## [WORK TO COMPLETE]
Reproduce the data in full, exactly as it appears.

***** MATERIALS PROVIDED

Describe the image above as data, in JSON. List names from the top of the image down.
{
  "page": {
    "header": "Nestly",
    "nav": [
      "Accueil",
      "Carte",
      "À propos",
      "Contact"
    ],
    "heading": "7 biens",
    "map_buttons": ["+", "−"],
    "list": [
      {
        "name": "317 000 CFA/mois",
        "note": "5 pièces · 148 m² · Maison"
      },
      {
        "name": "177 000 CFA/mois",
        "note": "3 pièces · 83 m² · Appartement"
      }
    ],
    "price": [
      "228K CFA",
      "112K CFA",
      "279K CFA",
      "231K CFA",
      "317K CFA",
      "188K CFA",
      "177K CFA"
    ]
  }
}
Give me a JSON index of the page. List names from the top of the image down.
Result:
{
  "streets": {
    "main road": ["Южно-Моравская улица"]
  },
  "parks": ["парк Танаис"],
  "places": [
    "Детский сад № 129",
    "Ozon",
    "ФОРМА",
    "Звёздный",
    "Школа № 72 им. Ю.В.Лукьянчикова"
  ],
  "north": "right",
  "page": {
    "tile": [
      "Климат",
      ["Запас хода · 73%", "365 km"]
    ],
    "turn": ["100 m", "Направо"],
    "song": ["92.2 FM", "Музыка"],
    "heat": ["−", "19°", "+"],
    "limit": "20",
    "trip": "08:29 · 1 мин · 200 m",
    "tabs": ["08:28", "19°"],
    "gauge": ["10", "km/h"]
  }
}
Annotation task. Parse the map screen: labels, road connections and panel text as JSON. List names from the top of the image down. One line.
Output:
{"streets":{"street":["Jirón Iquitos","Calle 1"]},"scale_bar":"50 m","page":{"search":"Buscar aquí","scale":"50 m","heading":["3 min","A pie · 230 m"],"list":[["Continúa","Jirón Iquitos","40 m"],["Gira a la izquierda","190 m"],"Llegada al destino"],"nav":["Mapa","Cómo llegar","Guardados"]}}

**********

## [REPLY TO THE EXERCISE]
Describe the image above as data, in JSON. List names from the top of the image down.
{
  "page": {
    "header": "Nestly",
    "nav": [
      "Accueil",
      "Carte",
      "À propos",
      "Contact"
    ],
    "heading": "7 biens",
    "map_buttons": ["+", "−"],
    "list": [
      {
        "name": "317 000 CFA/mois",
        "note": "5 pièces · 148 m² · Maison"
      },
      {
        "name": "177 000 CFA/mois",
        "note": "3 pièces · 83 m² · Appartement"
      }
    ],
    "price": [
      "228K CFA",
      "112K CFA",
      "279K CFA",
      "231K CFA",
      "317K CFA",
      "188K CFA",
      "177K CFA"
    ]
  }
}
Give me a JSON index of the page. List names from the top of the image down.
Result:
{
  "streets": {
    "main road": ["Южно-Моравская улица"]
  },
  "parks": ["парк Танаис"],
  "places": [
    "Детский сад № 129",
    "Ozon",
    "ФОРМА",
    "Звёздный",
    "Школа № 72 им. Ю.В.Лукьянчикова"
  ],
  "north": "right",
  "page": {
    "tile": [
      "Климат",
      ["Запас хода · 73%", "365 km"]
    ],
    "turn": ["100 m", "Направо"],
    "song": ["92.2 FM", "Музыка"],
    "heat": ["−", "19°", "+"],
    "limit": "20",
    "trip": "08:29 · 1 мин · 200 m",
    "tabs": ["08:28", "19°"],
    "gauge": ["10", "km/h"]
  }
}
Annotation task. Parse the map screen: labels, road connections and panel text as JSON. List names from the top of the image down. One line.
Output:
{"streets":{"street":["Jirón Iquitos","Calle 1"]},"scale_bar":"50 m","page":{"search":"Buscar aquí","scale":"50 m","heading":["3 min","A pie · 230 m"],"list":[["Continúa","Jirón Iquitos","40 m"],["Gira a la izquierda","190 m"],"Llegada al destino"],"nav":["Mapa","Cómo llegar","Guardados"]}}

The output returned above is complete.